The Sogn og Fjordane Art Museum (Sogn og Fjordane Kunstmuseum) is an art museum located in Førde, Norway. The museum was established in 1987. The museum was initially called the Sogn og Fjordane County Gallery (Fylkesgalleriet i Sogn og Fjordane), and it adopted its current name in 2000.

In 2004, the museum was transformed into a foundation responsible for operating the Anders Svor Museum in Hornindal Municipality, the Astrup Farm and Eikaas Gallery in Jølster Municipality, the Gjesme Gallery (now the Sogn Art Center) in Lærdal Municipality, and the Sogn og Fjordane Art Museum and Sogn og Fjordane Artists' Center in Førde. In 2009, the museum was consolidated into the consortium Museums of Sogn og Fjordane together with the Coastal Museum in Sogn og Fjordane, Nordfjord Folk Museum, the Sunnfjord Museum, and the Heiberg Collections—Sogn Folk Museum.

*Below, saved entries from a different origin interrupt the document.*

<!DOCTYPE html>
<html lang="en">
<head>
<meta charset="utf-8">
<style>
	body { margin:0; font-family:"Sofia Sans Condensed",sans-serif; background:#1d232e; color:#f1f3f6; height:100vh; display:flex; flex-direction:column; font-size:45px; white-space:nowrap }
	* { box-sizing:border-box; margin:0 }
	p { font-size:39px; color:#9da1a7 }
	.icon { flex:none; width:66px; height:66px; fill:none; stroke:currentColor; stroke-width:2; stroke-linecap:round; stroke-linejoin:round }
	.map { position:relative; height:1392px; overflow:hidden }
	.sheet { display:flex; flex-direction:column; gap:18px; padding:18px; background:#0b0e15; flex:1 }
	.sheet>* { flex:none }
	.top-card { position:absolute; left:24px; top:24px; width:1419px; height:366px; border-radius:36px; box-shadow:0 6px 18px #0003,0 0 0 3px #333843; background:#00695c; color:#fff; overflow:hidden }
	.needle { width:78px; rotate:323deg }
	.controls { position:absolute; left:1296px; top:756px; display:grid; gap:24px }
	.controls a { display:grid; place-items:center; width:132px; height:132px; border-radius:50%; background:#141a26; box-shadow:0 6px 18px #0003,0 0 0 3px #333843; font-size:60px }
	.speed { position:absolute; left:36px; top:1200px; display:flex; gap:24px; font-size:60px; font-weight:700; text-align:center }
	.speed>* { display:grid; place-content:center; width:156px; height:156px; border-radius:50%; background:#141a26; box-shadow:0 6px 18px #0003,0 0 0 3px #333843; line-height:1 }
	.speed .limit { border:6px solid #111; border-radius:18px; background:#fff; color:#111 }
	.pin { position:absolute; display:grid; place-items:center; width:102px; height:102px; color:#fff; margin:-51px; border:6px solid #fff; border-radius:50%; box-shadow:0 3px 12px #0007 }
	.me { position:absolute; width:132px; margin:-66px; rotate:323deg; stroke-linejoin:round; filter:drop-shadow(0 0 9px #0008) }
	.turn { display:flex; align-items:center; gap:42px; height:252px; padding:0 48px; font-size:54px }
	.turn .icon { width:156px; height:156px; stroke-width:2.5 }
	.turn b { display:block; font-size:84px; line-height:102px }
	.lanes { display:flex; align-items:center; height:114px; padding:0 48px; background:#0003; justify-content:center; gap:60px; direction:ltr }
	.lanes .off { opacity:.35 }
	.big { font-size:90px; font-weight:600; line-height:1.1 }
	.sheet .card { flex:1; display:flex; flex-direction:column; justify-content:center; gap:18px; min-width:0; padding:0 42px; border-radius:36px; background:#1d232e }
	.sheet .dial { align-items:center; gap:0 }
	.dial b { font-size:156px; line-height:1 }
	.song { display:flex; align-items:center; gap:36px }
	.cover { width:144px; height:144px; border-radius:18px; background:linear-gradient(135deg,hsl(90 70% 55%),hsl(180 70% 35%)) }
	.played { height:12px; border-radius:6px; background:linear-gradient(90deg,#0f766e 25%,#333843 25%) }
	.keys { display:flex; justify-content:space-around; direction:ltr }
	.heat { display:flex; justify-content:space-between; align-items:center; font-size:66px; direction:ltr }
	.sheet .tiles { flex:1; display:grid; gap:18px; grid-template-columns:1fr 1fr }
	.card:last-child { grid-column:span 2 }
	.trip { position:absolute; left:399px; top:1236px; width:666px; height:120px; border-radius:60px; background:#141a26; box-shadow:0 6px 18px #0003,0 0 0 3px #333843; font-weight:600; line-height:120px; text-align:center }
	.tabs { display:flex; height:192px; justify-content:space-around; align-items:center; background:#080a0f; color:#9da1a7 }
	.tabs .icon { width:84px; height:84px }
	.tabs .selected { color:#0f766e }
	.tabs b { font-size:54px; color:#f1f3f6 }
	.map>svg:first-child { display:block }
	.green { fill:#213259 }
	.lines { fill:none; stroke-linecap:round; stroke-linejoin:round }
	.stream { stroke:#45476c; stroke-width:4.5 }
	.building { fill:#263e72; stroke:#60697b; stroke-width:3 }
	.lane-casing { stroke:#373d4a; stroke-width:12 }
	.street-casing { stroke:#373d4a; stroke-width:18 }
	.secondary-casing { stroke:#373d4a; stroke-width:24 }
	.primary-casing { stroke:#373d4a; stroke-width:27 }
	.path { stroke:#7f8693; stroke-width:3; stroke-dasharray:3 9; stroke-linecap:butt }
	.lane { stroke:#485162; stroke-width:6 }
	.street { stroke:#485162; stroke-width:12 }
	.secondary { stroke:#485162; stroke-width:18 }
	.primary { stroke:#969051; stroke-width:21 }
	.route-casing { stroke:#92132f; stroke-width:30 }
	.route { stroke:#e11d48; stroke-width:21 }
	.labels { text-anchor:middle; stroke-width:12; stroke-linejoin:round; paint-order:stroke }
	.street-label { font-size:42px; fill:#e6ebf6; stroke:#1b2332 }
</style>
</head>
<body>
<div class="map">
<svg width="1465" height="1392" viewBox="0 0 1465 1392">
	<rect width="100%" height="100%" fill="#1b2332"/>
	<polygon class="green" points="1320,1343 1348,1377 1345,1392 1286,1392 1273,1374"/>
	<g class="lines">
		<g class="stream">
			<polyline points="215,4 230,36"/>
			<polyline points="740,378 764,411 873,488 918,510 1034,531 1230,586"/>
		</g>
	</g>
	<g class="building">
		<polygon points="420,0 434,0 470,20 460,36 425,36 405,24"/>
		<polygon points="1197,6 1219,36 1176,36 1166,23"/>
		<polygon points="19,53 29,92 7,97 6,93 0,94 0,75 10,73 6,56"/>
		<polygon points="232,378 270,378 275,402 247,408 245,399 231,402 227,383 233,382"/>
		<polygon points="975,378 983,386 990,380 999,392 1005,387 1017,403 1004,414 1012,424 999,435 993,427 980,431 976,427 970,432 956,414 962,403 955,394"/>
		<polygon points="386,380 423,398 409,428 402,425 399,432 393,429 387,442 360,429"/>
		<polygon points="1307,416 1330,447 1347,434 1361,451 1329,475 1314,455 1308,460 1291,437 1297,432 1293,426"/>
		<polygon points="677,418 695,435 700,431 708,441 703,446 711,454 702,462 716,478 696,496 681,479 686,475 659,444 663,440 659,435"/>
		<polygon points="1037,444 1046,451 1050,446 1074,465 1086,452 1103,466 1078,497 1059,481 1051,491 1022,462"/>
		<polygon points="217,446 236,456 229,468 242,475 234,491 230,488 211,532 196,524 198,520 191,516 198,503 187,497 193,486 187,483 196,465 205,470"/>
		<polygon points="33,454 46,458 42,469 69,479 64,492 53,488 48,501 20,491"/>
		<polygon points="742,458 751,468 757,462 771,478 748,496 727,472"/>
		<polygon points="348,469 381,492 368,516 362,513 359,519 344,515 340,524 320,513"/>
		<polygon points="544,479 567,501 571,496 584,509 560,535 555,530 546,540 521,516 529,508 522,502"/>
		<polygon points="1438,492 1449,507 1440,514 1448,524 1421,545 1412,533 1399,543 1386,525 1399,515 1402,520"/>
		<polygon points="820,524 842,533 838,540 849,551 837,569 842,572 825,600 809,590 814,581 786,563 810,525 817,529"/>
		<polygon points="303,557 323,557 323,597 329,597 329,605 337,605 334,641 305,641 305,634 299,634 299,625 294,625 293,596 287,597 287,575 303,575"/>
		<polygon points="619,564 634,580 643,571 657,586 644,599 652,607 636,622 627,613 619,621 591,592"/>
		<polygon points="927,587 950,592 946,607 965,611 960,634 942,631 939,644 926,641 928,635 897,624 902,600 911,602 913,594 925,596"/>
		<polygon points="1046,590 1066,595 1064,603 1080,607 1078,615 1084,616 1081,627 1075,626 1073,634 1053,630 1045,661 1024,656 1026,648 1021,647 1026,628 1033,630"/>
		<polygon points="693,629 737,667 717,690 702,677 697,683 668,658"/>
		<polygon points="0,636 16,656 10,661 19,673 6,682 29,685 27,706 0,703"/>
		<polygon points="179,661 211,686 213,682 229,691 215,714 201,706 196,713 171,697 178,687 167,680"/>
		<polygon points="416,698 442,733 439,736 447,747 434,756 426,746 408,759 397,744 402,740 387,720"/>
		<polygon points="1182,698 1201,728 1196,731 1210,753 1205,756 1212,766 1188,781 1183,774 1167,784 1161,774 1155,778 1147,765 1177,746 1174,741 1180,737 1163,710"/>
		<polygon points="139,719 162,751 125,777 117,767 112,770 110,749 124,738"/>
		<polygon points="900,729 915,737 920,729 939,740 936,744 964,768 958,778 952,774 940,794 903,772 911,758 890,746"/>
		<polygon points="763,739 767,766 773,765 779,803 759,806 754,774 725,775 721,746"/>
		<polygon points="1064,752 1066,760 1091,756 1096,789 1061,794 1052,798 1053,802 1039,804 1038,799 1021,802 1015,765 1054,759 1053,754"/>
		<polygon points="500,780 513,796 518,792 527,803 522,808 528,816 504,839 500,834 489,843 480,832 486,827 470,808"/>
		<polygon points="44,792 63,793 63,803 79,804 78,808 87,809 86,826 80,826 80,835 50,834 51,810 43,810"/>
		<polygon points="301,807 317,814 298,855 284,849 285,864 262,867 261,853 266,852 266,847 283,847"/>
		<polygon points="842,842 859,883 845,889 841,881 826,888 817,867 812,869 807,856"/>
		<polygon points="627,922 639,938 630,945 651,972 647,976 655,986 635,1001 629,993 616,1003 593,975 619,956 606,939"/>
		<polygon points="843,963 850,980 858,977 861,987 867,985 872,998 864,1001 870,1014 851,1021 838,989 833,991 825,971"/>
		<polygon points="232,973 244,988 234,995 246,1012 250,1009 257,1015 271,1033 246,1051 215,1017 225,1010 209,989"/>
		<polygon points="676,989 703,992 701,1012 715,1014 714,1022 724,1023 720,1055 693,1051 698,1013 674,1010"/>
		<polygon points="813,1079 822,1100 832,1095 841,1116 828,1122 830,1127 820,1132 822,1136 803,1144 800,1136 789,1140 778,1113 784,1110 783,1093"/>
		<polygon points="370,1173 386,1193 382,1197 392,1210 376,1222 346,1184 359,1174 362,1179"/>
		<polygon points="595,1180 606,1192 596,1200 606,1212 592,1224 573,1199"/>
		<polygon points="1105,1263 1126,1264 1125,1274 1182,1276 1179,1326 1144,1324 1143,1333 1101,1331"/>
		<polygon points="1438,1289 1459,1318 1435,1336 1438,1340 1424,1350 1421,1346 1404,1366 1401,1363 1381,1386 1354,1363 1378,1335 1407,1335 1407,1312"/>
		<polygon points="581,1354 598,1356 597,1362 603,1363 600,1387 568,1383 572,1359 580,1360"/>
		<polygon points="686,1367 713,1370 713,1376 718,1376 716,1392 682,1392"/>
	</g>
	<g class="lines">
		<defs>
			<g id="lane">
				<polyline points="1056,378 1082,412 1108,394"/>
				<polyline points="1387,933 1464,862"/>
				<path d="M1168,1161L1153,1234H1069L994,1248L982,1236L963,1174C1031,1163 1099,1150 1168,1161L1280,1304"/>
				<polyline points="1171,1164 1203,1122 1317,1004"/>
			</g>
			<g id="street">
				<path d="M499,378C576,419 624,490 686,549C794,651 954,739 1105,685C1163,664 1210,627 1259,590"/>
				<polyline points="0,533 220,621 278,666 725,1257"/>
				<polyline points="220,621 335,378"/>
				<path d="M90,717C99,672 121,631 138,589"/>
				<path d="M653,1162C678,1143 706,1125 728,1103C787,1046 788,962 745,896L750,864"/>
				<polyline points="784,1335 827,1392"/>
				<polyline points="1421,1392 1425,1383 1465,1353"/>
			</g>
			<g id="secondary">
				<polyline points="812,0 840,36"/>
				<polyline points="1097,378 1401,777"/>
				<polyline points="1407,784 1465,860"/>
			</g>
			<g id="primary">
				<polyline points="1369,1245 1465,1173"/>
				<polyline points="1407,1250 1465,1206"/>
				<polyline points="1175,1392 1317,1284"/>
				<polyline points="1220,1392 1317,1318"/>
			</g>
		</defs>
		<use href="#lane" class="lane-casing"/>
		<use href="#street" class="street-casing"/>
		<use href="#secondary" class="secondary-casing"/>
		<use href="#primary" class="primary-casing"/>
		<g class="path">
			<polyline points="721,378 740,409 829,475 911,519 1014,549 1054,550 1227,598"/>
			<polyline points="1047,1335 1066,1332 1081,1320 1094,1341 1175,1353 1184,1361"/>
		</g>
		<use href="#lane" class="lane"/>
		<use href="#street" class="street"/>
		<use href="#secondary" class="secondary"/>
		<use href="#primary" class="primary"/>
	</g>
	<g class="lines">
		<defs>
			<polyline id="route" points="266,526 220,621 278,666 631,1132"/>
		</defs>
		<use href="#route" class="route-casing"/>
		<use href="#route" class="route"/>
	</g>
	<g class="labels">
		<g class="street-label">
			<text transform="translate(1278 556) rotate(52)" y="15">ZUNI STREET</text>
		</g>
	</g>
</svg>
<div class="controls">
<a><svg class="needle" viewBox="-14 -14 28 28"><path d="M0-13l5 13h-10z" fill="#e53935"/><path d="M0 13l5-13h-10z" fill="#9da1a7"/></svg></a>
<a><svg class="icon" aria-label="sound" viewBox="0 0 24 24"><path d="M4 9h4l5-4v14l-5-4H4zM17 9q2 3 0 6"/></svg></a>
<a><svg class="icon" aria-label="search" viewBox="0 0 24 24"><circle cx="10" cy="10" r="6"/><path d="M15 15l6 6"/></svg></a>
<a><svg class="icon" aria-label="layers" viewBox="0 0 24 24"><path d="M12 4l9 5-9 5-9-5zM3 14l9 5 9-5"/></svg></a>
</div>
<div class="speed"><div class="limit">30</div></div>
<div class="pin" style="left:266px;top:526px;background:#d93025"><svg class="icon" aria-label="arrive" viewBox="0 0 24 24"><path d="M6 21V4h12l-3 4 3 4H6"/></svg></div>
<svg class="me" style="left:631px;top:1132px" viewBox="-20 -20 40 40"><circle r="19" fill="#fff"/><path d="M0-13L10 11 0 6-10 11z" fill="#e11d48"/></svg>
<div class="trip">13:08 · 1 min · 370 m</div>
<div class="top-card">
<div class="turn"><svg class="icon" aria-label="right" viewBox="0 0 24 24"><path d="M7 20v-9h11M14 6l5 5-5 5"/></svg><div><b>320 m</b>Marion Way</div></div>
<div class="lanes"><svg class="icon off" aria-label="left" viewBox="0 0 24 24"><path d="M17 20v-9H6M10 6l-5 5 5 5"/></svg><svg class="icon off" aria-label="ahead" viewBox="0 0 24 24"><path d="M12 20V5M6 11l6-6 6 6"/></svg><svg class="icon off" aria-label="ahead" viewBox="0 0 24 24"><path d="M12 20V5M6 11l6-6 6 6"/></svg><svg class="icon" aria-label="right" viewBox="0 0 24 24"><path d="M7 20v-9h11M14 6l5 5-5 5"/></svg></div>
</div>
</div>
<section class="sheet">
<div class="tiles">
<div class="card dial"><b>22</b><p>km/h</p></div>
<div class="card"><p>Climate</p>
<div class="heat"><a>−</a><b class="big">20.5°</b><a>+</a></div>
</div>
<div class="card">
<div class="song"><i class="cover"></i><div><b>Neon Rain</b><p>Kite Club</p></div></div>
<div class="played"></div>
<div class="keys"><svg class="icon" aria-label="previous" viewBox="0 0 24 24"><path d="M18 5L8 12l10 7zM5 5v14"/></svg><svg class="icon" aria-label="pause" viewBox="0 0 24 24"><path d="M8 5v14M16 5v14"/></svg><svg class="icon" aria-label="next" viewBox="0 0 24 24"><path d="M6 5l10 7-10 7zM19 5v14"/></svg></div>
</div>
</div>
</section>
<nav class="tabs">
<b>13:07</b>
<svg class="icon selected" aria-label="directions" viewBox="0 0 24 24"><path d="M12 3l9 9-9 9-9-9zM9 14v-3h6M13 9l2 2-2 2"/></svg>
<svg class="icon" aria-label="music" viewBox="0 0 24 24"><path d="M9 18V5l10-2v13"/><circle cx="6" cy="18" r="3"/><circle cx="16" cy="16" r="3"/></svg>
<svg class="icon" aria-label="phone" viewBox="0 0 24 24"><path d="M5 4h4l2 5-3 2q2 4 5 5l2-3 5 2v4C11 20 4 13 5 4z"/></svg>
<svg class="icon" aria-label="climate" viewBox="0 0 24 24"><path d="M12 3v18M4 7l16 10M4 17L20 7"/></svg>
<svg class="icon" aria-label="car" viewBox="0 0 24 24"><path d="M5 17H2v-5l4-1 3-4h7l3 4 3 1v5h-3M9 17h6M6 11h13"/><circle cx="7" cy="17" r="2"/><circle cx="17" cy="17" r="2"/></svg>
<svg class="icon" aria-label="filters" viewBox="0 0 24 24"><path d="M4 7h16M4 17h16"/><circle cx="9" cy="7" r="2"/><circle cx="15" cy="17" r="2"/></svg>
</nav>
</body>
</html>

In 2011, a new building for the Sogn Art Center was opened in Lærdal, in 2012 a new building was opened for the Sogn og Fjordane Art Museum in Førde, and in 2014 the interior of the Anders Svor Museum was renovated in connection with the 150th anniversary of Anders Svor's birth.

The Sogn og Fjordane Art Museum holds about 4,000 works of art.